Film Adaptations of Great Expectations
 

                                                                     
 

     Miss Havisham and Orlick have been portrayed in many different adaptations of Great Expectations.  Their lunacy that created an exciting and peculiar edge to the story can then become distorted when transposed upon the silver screen.  The two films that will be discussed include the modernized 1998 version of Great Expectations, starring Ethan Hawke and Gwyneth Paltrow, and the 1988 BBC adaptation.  These movies have different themes from each other that correspond to the way in which the characters are represented.  In respect to Miss Havisham and Orlick, these changes range from traditional to drastic when compared to the original text of the novel.

    Miss Havisham is represented very differently in the 1998 than the BBC film.  In the modern 1998 movie, Miss Havisham is transformed into the more eccentric than crazy, Nora Dinsmoore, played by Anne Bancroft.  She is not the isolated, pained, figure of misery that is seen in the novel, but a woman who prefers to be alone so she can dance in her sun filled rooms of her overgrown southern plantation house.  Miss Dinsmoore laughs and plays records while saunters around the house with a martini glass in one hand and a cigarette in the other.  She also does not wear a tattered wedding dress, but adorns a different out fit in every scene while takes the time to plaster her face with gaudy makeup.  She is not a woman on the verge of self-ruin, but portrayed as a peculiar, comic character who provokes Pip to love Estella.  Because this movie focuses on the love aspect of the story, the insanity of the Miss Havisham of the novel is not appropriate.  The removal of the dismal, spectral image of Miss Havisham and the insertion of Miss Dinsmoore as a light, amusing character is a dramatic change that gives a lighter tone to the movie.  With this change, the love focus is free to keep the attention of the audience without distraction.

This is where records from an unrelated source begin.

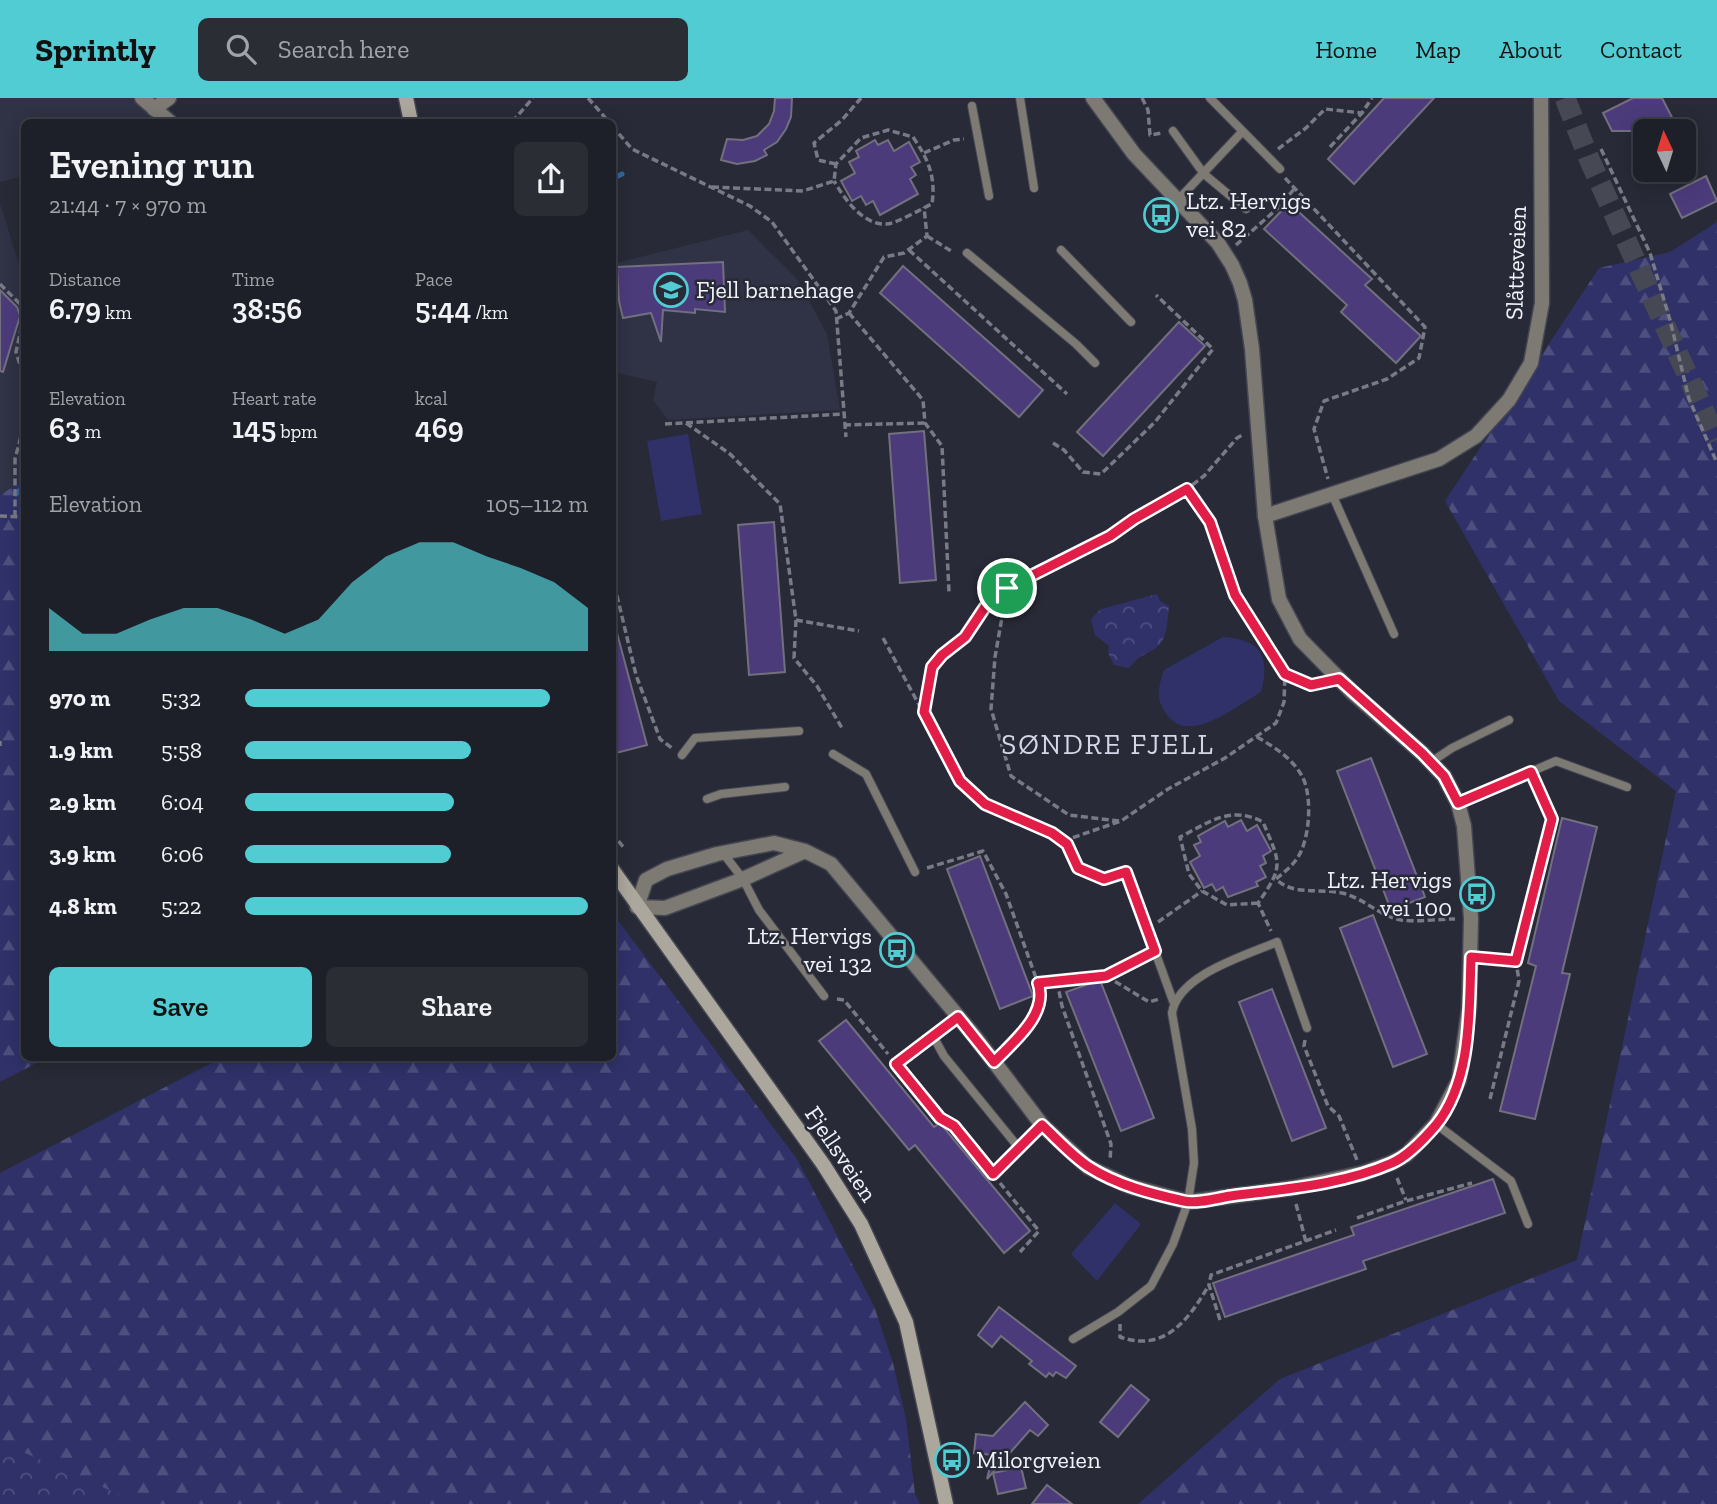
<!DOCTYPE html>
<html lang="en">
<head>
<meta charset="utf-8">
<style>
	:root { --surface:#1e2029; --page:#2b2d35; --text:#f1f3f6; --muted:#a1a3a8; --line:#3c3e46; --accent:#51ccd2 }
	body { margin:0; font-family:"Zilla Slab",serif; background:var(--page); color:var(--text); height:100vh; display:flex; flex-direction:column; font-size:26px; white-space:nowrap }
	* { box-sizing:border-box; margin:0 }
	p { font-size:23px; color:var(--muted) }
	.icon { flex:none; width:38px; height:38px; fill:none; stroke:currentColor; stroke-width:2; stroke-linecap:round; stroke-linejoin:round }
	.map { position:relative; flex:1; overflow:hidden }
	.panel { position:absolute; left:21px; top:21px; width:595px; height:942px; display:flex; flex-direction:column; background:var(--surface); border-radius:10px; box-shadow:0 4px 18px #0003,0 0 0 2px var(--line) }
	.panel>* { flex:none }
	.needle { width:46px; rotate:356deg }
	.fabs { position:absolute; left:1633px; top:21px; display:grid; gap:14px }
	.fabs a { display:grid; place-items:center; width:63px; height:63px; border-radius:10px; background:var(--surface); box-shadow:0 4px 18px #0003,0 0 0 2px var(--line); font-size:35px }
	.pin { position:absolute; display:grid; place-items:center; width:60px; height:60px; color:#fff; margin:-30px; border:4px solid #fff; border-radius:50%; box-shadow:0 2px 7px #0007 }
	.round { display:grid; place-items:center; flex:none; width:74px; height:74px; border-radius:10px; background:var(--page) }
	.head { display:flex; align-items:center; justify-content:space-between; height:119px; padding:0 28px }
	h1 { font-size:38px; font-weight:600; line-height:52px }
	.stats { display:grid; grid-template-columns:repeat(3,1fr); gap:10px; height:119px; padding:7px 28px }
	.stats div { display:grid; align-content:center }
	.stats b { font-size:30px; font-weight:600 }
	.stats small { font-size:19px; font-weight:400 }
	.stats p { font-size:19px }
	.chart { height:196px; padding:14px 28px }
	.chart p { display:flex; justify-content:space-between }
	.chart svg { width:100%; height:126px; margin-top:7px; fill:var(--accent); opacity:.7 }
	.cta { display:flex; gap:14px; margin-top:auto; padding:14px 28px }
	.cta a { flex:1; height:80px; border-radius:10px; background:var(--accent); color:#111; font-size:28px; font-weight:600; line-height:80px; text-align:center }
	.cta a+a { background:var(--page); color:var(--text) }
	ul { padding:0 28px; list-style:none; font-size:23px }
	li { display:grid; grid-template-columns:112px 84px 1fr; align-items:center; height:52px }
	li i { height:18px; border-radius:9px; background:var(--accent) }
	header { display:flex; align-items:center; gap:42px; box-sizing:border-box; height:98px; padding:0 35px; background:var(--accent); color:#111 }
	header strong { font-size:33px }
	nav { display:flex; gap:38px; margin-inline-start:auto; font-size:24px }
	.search { width:490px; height:63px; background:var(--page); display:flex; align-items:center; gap:18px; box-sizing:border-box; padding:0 24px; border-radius:10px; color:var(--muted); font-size:26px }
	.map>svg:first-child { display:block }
	.built { fill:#303245 }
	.grass { fill:#303169 }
	.forest { fill:url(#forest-firs) }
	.park { fill:url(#park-crowns) }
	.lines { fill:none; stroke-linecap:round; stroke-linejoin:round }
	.stream { stroke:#3468a0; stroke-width:5 }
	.building { fill:#4c3b7b; stroke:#72707f; stroke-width:2 }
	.motorway-tunnel { stroke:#464854; stroke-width:21; stroke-dasharray:21 10; stroke-linecap:butt }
	.service-casing { stroke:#444652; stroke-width:10 }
	.minor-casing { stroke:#444652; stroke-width:17 }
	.secondary-casing { stroke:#444652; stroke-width:17 }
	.path { stroke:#787a85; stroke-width:3.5; stroke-dasharray:7 3.5; stroke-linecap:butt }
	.service { stroke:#7d7a73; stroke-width:8 }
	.minor { stroke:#7d7a73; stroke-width:14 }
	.secondary { stroke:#aca79c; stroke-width:14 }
	.route-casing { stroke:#fff; stroke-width:14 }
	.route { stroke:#e11d48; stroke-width:9 }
	.labels { text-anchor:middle; stroke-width:5; stroke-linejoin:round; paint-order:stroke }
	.poi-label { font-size:24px; fill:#f1f3fb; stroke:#282a37; text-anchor:start }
	.street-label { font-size:24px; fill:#f1f3fb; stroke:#282a37 }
	.quarter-label { font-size:28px; letter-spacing:2px; fill:#d5d7e8; stroke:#282a37 }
</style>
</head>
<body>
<header>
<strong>Sprintly</strong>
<div class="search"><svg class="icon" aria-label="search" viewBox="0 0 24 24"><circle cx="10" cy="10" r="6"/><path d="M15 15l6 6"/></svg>Search here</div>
<nav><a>Home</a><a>Map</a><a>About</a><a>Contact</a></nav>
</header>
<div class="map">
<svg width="1717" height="1406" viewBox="0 0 1717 1406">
	<defs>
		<pattern id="forest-firs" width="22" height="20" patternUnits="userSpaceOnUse" patternTransform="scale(1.75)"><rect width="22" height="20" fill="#303169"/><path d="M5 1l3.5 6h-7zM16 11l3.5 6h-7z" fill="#4e4f7f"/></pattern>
		<pattern id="park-crowns" width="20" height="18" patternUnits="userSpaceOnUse" patternTransform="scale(1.75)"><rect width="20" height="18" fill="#303169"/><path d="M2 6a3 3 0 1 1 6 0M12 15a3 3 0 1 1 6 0" fill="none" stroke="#4e4f7f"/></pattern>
	</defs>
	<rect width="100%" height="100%" fill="#282a37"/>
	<g class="built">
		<path d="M0,0h135l11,13 14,11h-136v54l-24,6z"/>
		<path d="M0,105l24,77v200l-24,15z"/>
		<path d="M748,132l49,49 30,55 13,76 -172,10 -15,-20 4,-18 -44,-10 -1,-108z"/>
	</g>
	<g class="grass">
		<path d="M688,336l14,80 -41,7 -14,-80z"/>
		<path d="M1223,539c37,2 48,19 38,55 -23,13 -71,53 -93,24 -13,-16 -10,-28 -4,-46z"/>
		<path d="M1115,1105l26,21 -44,57 -26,-27z"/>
	</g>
	<g class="forest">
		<path d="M1717,124v1282h-579l142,-125 297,-119 99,-469 -117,-90 -114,-200 154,-233 71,-16z"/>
		<path d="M24,382v577h24l-48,25v-587z"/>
		<path d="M613,816l184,245 77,147 19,57 13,56 9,75 5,10h-920v-331l223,-116h389z"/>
	</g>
	<g class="park">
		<path d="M1157,496l3,7 9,5c-2,16 -1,38 -18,45 -13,7 -12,6 -22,17l-15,-3 -6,-12 1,-7 -14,-11 -4,-16 10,-10z"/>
		<path d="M0,1344l141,62h-141z"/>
	</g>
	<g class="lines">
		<g class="stream">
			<path d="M612,81l10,-5"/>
			<path d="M16,396l8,-8"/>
		</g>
	</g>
	<g class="building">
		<path d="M775,0h17l-1,19 -5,12 -9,13 -13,8 3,5 -12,6 -18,3 -16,-4 6,-21 16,1 14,-4 12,-12 5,-13z"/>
		<path d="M1384,0h50l-80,86 -26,-25z"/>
		<path d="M1633,0h29l17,33h-67l-9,-18z"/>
		<path d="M875,42l3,5 10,-5 6,11 15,-9 11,20 -9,5 5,8 -6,4 8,15 -38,21 -7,-14 -7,4 -5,-9 -9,5 -11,-20 14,-8 -6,-11 10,-5 -3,-6z"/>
		<path d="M1706,78l11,25 -35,17 -12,-24z"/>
		<path d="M1289,105l83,76 -7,6 56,51 -25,27 -55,-51 6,-7 -83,-76z"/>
		<path d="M723,164l2,50 -30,-3v4l-32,-3 -2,32 -10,-29 -28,5 -4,-17 -2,-34z"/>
		<path d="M903,168l140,124 -24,27 -139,-124z"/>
		<path d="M0,192l17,17 3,9 -17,56 -3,-1z"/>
		<path d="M1179,224l26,24 -102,110 -26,-24z"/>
		<path d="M924,333l12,149 -36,3 -11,-149z"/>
		<path d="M774,424l11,150 -36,3 -11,-150z"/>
		<path d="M617,535l30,112 -35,9v-120z"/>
		<path d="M1371,660l54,139 -34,13 -54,-139z"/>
		<path d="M1562,720l35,9 -35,146 8,1 -35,145 -35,-8 36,-145 -8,-3z"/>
		<path d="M1241,722l6,11 10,-6 14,26 -8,5 3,7 -6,3 6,11 -10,5 2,4 -30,11 -5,-10 -7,4 -4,-7 -8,4 -14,-26 10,-6 -6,-11 7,-3 -3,-6 27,-15 3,6z"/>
		<path d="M980,758l53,140 -33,13 -53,-140z"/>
		<path d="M1373,817l54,139 -34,13 -53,-139z"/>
		<path d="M1100,882l54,138 -33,13 -55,-139z"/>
		<path d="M1272,891l54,139 -34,13 -53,-139z"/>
		<path d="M846,922l88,107 6,-4 90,108 -26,22 -89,-108 -6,5 -90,-109z"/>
		<path d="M1493,1081l12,34 -142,48 3,8 -141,48 -12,-34 141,-48 -3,-8z"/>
		<path d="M999,1209l77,59 -10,12 -10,-6 -3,4 -4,-3 -3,4 -17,-13 3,-3 -31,-25 -9,11 -14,-12z"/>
		<path d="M1131,1287l18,15 -31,37 -18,-15z"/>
		<path d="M1025,1304l23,23 -10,11 -8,-6 -43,49 6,-24 -19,-2 2,-19 17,2z"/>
		<path d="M1021,1369l5,21 -28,6 -5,-21z"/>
		<path d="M1047,1387l25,19h-40z"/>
	</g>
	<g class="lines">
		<path class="motorway-tunnel" d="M1565,0l25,63 127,279"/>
		<g class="service-casing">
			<g id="service">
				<path d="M1020,0l14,90"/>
				<path d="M1210,0l70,71"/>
				<path d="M972,8l17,90"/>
				<path d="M1173,33l31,43 42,35"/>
				<path d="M1177,103l65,-69"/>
				<path d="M1061,152l70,72"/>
				<path d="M967,155l109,91 19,19"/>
				<path d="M1332,396l62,140"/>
				<path d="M833,656l33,20 49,98"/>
				<path d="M682,657l13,-17 104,-7"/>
				<path d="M1431,664l21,-14 57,-28"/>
				<path d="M707,701l14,-5 64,-7"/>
				<path d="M1458,705l98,-42 71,26"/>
				<path d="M723,755l20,26 16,31 65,86"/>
				<path d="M1126,773l47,130"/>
				<path d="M933,938l11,20 75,92"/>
				<path d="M896,966l62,-47"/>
				<path d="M1436,1026l75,57 17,43"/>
				<path d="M993,1076l49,-49"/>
				<path d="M1073,1241l45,-27 33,-26 22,-42 15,-42 6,-39 -2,-34 -20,-116c6,-38 72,-57 105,-71l30,86"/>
			</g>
		</g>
		<g class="minor-casing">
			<g id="minor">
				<path d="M142,0l28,24"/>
				<path d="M154,11l15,-11"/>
				<path d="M1265,418l174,-57 37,-23 33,-36 22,-37 11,-60 -1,-205"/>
				<path d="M805,753l-62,28 -78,29 -28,-1 9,-27 21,-11 50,-15 57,-11 31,8 26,13 145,174 66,87 46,42 41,19 59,16 104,-14 71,-15 28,-10 15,-8 30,-31 23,-44 10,-72 2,-90 -7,-92 -6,-23 -14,-27 -22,-23 -69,-60 -53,-54 -21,-40 -14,-83 -13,-167 -7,-49 -5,-17 -8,-18 -14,-22 -84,-89 -41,-56"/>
			</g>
		</g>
		<g class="secondary-casing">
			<g id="secondary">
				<path d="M406,0l5,24"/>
				<path d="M612,771l211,295 38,60 45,98 40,182"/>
			</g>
		</g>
		<g class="path">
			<path d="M588,0l21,24"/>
			<path d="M1142,0l6,12 2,25 12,-2"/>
			<path d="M512,24l21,-24"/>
			<path d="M612,28l20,23 118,57 22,16 64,89 10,126"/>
			<path d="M1330,49l32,-34"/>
			<path d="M1278,51l28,-21 19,-19 37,4 10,-15"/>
			<path d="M1601,51l49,104 20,67 19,79 28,64"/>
			<path d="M924,55l30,-13 10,-1"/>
			<path d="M836,66l-18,-4 -4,-17 28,-23 19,-22"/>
			<path d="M1285,80l140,149 -6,31 -32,21 -63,22 -10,28 14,50"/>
			<path d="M712,89l91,4 31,-10 2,-17 25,-26 27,-8 25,7c15,22 23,39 19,67 -9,4 -37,20 -45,20 -24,2 -43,-26 -53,-43"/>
			<path d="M927,138l24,15"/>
			<path d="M1236,147l42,-37 17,-20"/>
			<path d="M909,152l158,144"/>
			<path d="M0,186l24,24"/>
			<path d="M849,215l74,87 2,23 17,23 7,146"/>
			<path d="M24,218l-8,36 8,25"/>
			<path d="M836,221l13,-6 35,-56 20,-4 23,-17 -3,-29"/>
			<path d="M612,313l3,-8"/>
			<path d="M686,325l44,31 50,50 16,116 63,11"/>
			<path d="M665,326l178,-10"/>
			<path d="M844,327l81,-2"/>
			<path d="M1053,345l11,7 19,22 18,2 54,-52 58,-73 -57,-54"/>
			<path d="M0,418l24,1"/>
			<path d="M15,419v-58l9,-34"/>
			<path d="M612,477l24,100 24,64 13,10"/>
			<path d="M1007,491l-12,68 -4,52 20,67 58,39 50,6"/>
			<path d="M984,509l18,11"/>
			<path d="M796,522l-2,38 23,28 25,42"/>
			<path d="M883,540l77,143 25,23 68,29 14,11 11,24 26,11 11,-4"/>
			<path d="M1285,576l26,11 12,-3"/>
			<path d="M924,613l8,-44 10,-12 23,-18 19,-30 23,-19 103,-52 24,-18 53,-29 17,-13 33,-38 7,-4"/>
			<path d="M1257,639c17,10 35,21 45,39 11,20 8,66 -6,84 -6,8 -13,13 -20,19 17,17 43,9 66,14 22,5 37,23 59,27 17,2 37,-1 54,-1"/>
			<path d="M0,643v5"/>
			<path d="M612,735l12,15"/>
			<path d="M1063,743l58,-20 47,-32 57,-31 51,-35 8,-21 1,-28 -50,-79 -25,-73 -23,-33"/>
			<path d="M927,770l56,-17 23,43 35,98 -9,31 -28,28"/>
			<path d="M1258,805l-31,2 -25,-14 -13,-17 -9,-37c30,-15 50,-32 83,-15 17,41 22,43 -5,81l13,28"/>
			<path d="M1158,824l44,-31"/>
			<path d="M1487,860l29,3"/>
			<path d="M1106,878l43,26 10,-3"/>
			<path d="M1057,883l5,25 49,138 -1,17"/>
			<path d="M1038,885l68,-7 37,-18"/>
			<path d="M837,901l7,1 44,54"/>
			<path d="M1305,942l-1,6 24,60 11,10 18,44"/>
			<path d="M904,975l36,45 14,8 32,40"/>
			<path d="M1490,1001l29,-118 -3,-20 36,-142 -16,-35"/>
			<path d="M1397,1080l9,22"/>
			<path d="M1000,1085l39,48 -19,21"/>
			<path d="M1296,1106l10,38"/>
			<path d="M1357,1120l49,-17 66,-18"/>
			<path d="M1220,1222l-11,-35 2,-10 125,-45"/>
			<path d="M1120,1226v13c45,16 69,-18 89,-52"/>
		</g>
		<use href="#service" class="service"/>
		<use href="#minor" class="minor"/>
		<use href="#secondary" class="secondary"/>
	</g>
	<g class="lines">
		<g class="route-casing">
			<path id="route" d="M1187,391l23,33 25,73 50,79 26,11 28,-6 83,74 22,23 14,27 73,-31 21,47 -36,142 -45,-4c-2,55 1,123 -35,168 -12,14 -28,31 -44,38 -50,22 -108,26 -161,33 -14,2 -33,8 -47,5 -32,-7 -67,-16 -95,-34 -17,-11 -32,-28 -47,-42l-49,49 -39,-48 -14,-8 -44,-54 62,-47 36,45c19,-20 55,-48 44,-79l68,-7 49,-25 -29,-79 -22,7 -26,-11 -11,-24 -15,-11 -67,-29 -25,-23 -36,-69 8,-45 10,-12 23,-18 20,-30 22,-19 103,-52 24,-17z"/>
		</g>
		<use href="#route" class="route"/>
	</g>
	<defs>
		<g id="bus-ring" transform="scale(1.75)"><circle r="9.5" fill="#282a37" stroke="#51ccd2" stroke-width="1.5"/><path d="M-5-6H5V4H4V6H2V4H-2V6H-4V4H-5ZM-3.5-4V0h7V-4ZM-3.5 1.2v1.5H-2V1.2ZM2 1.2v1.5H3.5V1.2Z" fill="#51ccd2"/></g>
		<g id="school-ring" transform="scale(1.75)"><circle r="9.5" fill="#282a37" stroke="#51ccd2" stroke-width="1.5"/><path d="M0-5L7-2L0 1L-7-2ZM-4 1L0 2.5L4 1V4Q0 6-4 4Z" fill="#51ccd2"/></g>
	</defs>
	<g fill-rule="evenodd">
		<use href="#bus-ring" x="1161" y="117"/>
		<use href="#school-ring" x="671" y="192"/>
		<use href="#bus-ring" x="1477" y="796"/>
		<use href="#bus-ring" x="897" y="852"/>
		<use href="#bus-ring" x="952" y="1362"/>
	</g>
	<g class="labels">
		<g class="poi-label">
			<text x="1186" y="111">Ltz. Hervigs<tspan x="1186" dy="28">vei 82</tspan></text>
			<text x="696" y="200">Fjell barnehage</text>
			<text x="1452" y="790" text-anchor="end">Ltz. Hervigs<tspan x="1452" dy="28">vei 100</tspan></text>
			<text x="872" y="846" text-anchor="end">Ltz. Hervigs<tspan x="872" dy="28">vei 132</tspan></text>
			<text x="976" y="1370">Milorgveien</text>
		</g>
		<g class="street-label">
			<text transform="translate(1516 165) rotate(-88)" y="8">Slåtteveien</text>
			<text transform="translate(841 1056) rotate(56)" y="8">Fjellsveien</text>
		</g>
		<g class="quarter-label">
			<text x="1108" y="656">SØNDRE FJELL</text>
		</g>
	</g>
</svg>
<div class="fabs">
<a><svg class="needle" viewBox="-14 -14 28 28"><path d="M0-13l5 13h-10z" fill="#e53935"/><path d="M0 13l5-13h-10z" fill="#a1a3a8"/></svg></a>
</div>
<div class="pin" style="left:1007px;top:490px;background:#1e9e55"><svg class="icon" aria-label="arrive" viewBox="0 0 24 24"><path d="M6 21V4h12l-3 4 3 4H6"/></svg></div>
<section class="panel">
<div class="head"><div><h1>Evening run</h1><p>21:44 · 7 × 970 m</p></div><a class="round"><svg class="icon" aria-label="share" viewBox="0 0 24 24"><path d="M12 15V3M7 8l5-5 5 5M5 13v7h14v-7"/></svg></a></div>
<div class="stats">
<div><p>Distance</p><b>6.79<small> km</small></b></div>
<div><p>Time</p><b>38:56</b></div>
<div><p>Pace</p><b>5:44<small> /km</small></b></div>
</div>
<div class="stats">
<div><p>Elevation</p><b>63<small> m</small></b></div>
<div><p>Heart rate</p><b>145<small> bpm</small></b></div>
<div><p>kcal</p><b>469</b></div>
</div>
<div class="chart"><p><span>Elevation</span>105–112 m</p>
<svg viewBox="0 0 160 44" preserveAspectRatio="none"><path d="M0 44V29L10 38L20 38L30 33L40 29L50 29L60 33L70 38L80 33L90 20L100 11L110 6L120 6L130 11L140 15L150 20L160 29V44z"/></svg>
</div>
<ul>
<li><b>970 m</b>5:32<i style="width:89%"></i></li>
<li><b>1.9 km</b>5:58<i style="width:66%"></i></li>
<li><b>2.9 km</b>6:04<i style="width:61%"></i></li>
<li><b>3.9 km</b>6:06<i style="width:60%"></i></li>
<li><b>4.8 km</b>5:22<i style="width:100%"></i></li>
</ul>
<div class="cta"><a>Save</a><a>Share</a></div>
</section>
</div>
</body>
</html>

    In the BBC version of Great Expectations, Miss Havisham is portrayed similar to how she is seen in the novel.  The house is left to spoil amongst cobwebs and dust, and her room is seen with a ruined wedding party that long ago ceased to commence; all signs of her madness.  Miss Havisham is adorned in the expected tattered wedding dress and has a countenance of utter despair throughout the entire film.  She is actively provoking Pip to fall in love with Estella and becomes consumed in flames when her manipulations turn upon her in the end.  This Miss Havisham contains all of the sorrow, reclusive nature, and regret that a traditional representation of the character should possess in order to stay true to the story.  Her madness is evident in every scene, which seasons the film with an element of morbid fascination at the ruin this woman has become, as well as a sense of shock at the spectral sight of the bride turned insane.

    Orlick is a character that has been left out of the 1998 film adaptation.  The fact that the filmmakers decide to remove Orlick from the list of characters is another sign that the focus is on the love between Pip, renamed Finn, and Estella.  If Orlick were in the movie, his violent lunacy would create a hostile element to the story that would detract from the main focus of love gained and love lost.

    The BBC adaptation portrays Orlick almost as accurately as in the novel.  Because of his madness, Orlick holds a grudge against Pip from their first encounter at the forge in the beginning of the story, up to the point of his murderous intent upon Pip’s life towards the end.  Orlick’s insanity brings violence into the story with his involvement in the murder of Mrs. Joe as well as the attempted murder of Pip.  The main difference between the novel and this film version is that Orlick does not die in the original story.  In the BBC movie, Orlick accidentally kills himself with his own gun in a drunken moment of miscalculation.  This is a change that was made in order to conserve the time of the already four hour-long film, which does not greatly alter the character’s true demeanor of drunkenness, violence, and unquestionable madness.

    The crazy depictions of both Miss Havisham and Orlick give the BBC movie an undertone of darkness that is void in the 1998 version.  The madness of these two characters creates morbid fascination for the audience, which keeps a sense of suspense as to what Miss Havisham or Orlick will do next.  With Miss Havisham’s reclusive manipulations and Orlick’s ominous presence, the BBC film contains a layer of mystery and interest that is missing in the modern film.  This adaptation was made for an audience that either has read the novel, or wants to, and is watching the movie for an accurate representation of the book. The 1998 motion picture, on the other hand, was made for those who have not read the novel and want a satisfying love story that is light and devoid of the lurking lunacy of both the Dickens novel and the BBC film version.